**Information provided**
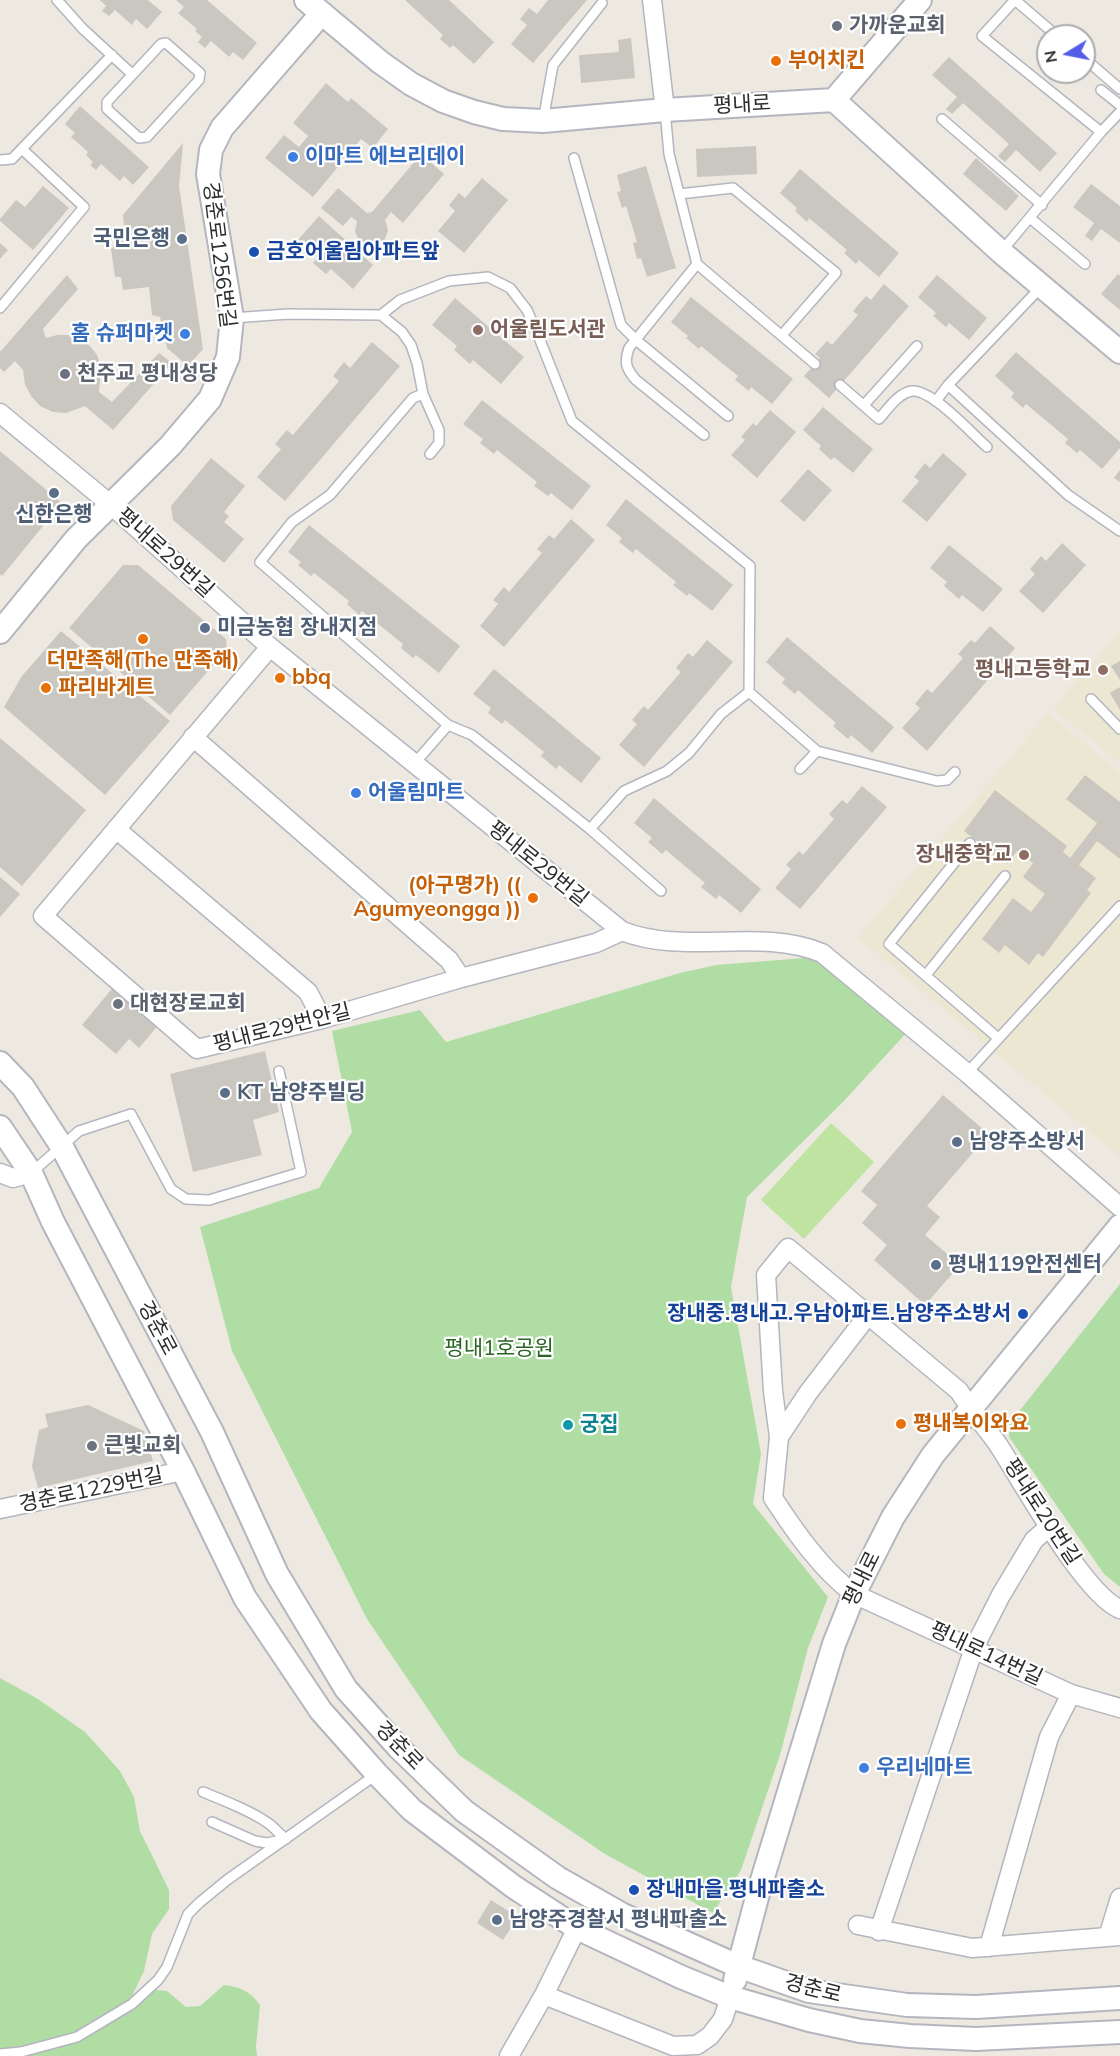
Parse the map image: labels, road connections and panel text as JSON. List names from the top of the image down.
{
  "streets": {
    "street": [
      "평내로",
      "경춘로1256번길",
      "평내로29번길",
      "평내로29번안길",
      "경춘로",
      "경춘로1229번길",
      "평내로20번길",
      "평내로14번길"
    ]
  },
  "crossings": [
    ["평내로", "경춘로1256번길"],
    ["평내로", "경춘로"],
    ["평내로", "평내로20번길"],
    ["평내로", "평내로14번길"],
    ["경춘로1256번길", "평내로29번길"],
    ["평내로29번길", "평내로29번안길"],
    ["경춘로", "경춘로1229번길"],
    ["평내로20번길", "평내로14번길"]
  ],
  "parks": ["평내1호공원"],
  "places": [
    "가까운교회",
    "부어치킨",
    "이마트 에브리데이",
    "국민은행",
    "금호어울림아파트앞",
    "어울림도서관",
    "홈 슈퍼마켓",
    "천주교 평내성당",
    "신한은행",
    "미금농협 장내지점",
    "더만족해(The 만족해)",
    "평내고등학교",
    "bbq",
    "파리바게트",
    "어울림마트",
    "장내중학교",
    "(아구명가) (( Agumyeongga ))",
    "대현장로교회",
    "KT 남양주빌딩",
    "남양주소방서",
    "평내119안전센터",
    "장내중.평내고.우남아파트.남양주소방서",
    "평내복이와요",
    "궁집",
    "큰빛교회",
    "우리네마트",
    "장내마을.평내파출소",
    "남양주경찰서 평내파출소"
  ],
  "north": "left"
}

**Exercise prompt**
All of the records above are to be written out exactly, minus their images.

**Solution to the problem**
Parse the map image: labels, road connections and panel text as JSON. List names from the top of the image down.
{
  "streets": {
    "street": [
      "평내로",
      "경춘로1256번길",
      "평내로29번길",
      "평내로29번안길",
      "경춘로",
      "경춘로1229번길",
      "평내로20번길",
      "평내로14번길"
    ]
  },
  "crossings": [
    ["평내로", "경춘로1256번길"],
    ["평내로", "경춘로"],
    ["평내로", "평내로20번길"],
    ["평내로", "평내로14번길"],
    ["경춘로1256번길", "평내로29번길"],
    ["평내로29번길", "평내로29번안길"],
    ["경춘로", "경춘로1229번길"],
    ["평내로20번길", "평내로14번길"]
  ],
  "parks": ["평내1호공원"],
  "places": [
    "가까운교회",
    "부어치킨",
    "이마트 에브리데이",
    "국민은행",
    "금호어울림아파트앞",
    "어울림도서관",
    "홈 슈퍼마켓",
    "천주교 평내성당",
    "신한은행",
    "미금농협 장내지점",
    "더만족해(The 만족해)",
    "평내고등학교",
    "bbq",
    "파리바게트",
    "어울림마트",
    "장내중학교",
    "(아구명가) (( Agumyeongga ))",
    "대현장로교회",
    "KT 남양주빌딩",
    "남양주소방서",
    "평내119안전센터",
    "장내중.평내고.우남아파트.남양주소방서",
    "평내복이와요",
    "궁집",
    "큰빛교회",
    "우리네마트",
    "장내마을.평내파출소",
    "남양주경찰서 평내파출소"
  ],
  "north": "left"
}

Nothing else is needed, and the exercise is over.